How might the world’s poorest continent go green? Kwabena Otu-Danquah’s job is to crack that riddle. The renewable energy czar for Ghana ranks among the handful of bureaucrats across Africa tasked with picking which forms of green energy might prove affordable on a continent where most people don’t pay for the electricity they sometimes receive.

Last year the Ghanaian parliament signed a pledge to derive 10 percent of the country’s electricity from alternative sources come 2020.

Sun? Forget it. Solar costs 40 cents to 50 cents a kilowatt hour, while Ghanaians pay just 5 cents to 10 cents for electricity from conventional sources. Wind? Too slow. Breeze ambles through this tropical doldrum at a leisurely average of five kilometers an hour (3.2 miles per hour).

That’s forced Ghana to consider a more imaginative set of choices. Among them, sewage. Flush with a $1.5 million grant from the Bill and Melinda Gates Foundation, local Waste Enterprisers Ltd. is building Ghana’s first “fecal sludge-fed biodiesel plant.” That’s longhand for cooking human excrement into generator fuel, Chief Operating Officer Tim Wade explains. The transformation would serve a dual purpose. Open sewers sweep 1,000 tons of slurry each day into the ocean off Accra. Outside the upland city of Kumasi, roughly 100 trucks dump tens of thousands of liters of septic tank sewage daily into what used to be a small pond.If all goes according to plan, next month one truck a day from Kumasi will dump its payload into a warm and massive vat that will skim lipids – fat – off the top. “That’s your biodeisel,” he explains.
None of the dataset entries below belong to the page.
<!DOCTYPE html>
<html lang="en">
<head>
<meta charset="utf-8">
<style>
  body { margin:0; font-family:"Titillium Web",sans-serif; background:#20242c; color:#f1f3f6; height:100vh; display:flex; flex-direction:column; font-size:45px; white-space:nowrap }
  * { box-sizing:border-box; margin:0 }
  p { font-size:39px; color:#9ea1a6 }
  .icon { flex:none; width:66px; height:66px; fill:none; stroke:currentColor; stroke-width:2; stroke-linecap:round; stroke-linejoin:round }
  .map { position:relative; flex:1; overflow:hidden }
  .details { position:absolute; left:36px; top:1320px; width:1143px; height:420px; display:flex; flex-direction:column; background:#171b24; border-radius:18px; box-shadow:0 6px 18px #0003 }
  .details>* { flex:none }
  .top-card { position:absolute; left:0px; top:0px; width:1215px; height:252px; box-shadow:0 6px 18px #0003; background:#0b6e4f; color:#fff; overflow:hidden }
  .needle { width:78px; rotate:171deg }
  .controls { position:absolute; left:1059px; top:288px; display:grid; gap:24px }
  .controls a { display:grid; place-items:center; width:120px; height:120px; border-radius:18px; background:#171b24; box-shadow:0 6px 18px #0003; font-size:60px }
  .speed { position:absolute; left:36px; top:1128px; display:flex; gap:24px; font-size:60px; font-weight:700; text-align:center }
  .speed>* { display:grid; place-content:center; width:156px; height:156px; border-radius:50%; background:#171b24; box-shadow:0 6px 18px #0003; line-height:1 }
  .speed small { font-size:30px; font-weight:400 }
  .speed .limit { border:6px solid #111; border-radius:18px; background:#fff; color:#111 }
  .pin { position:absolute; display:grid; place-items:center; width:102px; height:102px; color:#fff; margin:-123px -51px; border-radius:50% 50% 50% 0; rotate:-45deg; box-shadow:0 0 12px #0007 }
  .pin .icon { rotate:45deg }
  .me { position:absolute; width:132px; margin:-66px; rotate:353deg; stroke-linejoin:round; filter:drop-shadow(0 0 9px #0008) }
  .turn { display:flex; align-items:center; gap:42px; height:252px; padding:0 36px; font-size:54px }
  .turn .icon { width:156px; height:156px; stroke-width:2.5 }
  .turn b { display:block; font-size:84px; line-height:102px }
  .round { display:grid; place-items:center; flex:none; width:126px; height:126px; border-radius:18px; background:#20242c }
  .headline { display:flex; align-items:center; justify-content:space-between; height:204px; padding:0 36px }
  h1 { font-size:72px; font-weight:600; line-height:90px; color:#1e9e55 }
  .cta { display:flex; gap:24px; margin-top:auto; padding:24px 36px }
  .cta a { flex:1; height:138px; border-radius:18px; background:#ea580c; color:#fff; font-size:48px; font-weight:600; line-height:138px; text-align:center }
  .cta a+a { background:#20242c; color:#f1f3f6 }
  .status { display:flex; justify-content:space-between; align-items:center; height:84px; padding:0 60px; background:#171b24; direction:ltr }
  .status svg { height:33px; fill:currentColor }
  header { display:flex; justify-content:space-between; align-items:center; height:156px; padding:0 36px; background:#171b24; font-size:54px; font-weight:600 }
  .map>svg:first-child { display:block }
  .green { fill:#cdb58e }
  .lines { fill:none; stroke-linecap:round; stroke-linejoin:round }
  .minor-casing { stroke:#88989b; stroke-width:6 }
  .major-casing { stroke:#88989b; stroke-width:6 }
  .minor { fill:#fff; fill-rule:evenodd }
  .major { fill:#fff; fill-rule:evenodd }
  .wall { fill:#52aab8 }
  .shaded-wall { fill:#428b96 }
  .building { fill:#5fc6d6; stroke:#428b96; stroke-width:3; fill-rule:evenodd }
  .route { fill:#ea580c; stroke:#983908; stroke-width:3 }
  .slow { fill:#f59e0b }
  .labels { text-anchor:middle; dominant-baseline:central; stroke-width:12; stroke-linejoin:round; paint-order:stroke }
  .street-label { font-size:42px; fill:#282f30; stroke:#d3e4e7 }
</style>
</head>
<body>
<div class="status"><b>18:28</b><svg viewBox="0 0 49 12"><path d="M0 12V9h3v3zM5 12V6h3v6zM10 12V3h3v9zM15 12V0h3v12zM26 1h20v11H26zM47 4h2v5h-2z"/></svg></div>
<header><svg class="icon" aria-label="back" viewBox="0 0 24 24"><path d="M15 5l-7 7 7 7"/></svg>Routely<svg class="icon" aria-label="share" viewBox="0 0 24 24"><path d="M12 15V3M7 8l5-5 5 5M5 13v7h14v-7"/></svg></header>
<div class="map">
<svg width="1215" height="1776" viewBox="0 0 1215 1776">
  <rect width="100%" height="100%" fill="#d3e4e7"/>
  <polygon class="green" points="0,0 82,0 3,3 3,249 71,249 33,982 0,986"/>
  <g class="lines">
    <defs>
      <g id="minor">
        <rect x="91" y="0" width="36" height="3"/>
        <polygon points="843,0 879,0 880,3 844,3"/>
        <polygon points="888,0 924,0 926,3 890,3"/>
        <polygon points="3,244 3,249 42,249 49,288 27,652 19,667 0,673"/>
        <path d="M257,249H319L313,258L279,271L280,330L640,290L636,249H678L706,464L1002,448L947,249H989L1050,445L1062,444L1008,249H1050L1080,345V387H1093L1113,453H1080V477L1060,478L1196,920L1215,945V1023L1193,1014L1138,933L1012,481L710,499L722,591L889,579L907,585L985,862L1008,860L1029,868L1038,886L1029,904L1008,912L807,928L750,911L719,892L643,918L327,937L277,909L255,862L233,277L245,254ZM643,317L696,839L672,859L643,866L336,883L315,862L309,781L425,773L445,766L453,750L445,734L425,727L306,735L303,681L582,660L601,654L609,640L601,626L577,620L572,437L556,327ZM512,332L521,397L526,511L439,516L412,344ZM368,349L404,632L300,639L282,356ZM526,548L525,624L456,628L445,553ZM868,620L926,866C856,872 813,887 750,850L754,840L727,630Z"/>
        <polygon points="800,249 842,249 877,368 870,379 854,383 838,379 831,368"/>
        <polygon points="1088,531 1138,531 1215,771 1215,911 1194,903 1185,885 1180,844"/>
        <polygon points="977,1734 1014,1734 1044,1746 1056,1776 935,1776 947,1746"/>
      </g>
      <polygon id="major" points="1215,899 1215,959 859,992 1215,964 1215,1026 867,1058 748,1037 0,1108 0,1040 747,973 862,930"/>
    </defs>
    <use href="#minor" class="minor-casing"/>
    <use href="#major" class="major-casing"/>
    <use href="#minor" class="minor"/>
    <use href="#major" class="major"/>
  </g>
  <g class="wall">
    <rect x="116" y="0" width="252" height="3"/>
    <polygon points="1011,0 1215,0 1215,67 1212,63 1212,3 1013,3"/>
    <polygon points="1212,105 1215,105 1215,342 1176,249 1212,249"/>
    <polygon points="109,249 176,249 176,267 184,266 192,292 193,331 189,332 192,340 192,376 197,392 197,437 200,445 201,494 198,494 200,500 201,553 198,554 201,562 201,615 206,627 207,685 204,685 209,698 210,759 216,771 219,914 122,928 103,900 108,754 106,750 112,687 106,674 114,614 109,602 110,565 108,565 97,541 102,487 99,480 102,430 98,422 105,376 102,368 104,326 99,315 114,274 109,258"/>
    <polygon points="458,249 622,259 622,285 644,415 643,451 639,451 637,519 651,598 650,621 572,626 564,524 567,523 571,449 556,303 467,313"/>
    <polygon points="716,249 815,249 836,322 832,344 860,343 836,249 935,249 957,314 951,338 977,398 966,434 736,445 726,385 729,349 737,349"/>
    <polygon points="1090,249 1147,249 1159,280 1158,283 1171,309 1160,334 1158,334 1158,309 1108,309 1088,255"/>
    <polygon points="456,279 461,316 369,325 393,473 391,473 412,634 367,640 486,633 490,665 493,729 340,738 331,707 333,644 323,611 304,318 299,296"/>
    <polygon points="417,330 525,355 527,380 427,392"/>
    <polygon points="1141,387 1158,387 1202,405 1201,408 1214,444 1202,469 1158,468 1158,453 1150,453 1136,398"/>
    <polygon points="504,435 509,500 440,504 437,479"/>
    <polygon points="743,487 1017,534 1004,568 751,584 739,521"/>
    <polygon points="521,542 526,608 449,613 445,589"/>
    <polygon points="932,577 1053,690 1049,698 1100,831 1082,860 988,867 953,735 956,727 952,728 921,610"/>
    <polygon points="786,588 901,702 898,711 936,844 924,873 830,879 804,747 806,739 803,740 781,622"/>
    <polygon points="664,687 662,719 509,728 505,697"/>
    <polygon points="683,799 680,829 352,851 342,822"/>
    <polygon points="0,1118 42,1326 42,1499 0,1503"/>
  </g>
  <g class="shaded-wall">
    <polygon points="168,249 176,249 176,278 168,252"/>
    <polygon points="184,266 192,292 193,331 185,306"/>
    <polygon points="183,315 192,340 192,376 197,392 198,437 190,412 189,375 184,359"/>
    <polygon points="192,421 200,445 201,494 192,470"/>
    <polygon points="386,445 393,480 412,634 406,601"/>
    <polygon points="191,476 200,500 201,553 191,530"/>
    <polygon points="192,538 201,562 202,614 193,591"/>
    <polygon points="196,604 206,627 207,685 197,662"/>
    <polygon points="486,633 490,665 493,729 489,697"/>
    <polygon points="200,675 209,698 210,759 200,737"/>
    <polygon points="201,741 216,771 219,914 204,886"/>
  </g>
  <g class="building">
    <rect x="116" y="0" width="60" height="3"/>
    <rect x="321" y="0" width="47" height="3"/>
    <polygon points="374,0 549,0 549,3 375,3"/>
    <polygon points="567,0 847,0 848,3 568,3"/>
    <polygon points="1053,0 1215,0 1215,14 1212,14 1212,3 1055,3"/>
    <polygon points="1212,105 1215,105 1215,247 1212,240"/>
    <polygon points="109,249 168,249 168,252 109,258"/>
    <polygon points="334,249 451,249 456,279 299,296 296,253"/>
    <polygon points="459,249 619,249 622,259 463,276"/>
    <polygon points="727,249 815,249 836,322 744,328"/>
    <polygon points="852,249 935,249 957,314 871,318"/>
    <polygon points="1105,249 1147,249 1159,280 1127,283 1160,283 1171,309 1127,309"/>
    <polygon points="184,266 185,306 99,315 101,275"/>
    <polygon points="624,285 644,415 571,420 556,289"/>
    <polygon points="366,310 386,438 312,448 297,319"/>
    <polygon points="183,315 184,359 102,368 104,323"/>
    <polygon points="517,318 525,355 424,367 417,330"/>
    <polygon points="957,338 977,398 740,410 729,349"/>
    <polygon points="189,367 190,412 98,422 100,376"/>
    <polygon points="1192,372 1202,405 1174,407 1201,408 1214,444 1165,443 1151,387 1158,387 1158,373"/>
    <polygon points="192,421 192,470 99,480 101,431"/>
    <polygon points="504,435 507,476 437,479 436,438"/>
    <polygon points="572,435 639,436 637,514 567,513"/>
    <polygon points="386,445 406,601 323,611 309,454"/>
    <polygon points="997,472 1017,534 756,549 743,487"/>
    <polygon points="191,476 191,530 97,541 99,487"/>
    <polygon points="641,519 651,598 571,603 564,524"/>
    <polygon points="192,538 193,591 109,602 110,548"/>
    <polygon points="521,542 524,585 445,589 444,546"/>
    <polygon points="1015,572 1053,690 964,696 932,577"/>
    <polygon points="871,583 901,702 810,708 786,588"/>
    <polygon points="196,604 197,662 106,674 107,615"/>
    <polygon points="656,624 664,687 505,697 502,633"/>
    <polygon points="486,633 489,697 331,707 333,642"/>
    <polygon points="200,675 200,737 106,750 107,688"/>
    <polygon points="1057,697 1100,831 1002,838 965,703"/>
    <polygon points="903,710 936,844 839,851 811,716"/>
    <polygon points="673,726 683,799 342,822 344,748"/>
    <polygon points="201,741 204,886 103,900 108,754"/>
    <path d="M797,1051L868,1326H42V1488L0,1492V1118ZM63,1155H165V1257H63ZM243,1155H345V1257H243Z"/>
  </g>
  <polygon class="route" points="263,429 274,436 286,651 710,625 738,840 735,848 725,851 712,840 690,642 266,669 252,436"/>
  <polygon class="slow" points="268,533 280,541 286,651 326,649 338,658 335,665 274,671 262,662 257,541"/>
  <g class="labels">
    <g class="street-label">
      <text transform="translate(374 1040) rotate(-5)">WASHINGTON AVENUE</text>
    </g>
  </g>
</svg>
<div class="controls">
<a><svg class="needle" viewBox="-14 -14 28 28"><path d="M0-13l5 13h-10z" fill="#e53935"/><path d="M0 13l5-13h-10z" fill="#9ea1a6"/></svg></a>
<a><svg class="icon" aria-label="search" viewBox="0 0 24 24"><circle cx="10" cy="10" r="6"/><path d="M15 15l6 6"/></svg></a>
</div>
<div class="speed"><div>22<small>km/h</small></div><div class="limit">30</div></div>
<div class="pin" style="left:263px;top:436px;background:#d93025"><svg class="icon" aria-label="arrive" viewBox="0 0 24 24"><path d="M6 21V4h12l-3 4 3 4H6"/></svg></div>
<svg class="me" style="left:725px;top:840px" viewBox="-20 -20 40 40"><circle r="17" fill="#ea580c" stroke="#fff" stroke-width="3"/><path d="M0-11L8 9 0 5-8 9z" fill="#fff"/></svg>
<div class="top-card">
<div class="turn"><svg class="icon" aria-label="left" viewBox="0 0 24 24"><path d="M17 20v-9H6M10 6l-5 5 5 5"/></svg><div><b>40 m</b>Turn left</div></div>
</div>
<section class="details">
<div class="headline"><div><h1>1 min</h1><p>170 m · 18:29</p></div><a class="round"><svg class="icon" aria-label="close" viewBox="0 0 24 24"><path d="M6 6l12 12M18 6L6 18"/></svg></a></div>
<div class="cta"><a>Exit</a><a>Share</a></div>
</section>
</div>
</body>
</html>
At $7 a gallon, he can sell the muck to local mining companies, who are keen to buy because they too have been required by parliament to power 10 percent of their private electric plants from green sources. Normal diesel does sells a few bucks cheaper, he admits, “But we’re still optimizing the process.” If he can get costs down, Mr. Wade intends to build four plants in Accra and lecture sub-divisions back home in Colorado on the folly of treating their waste.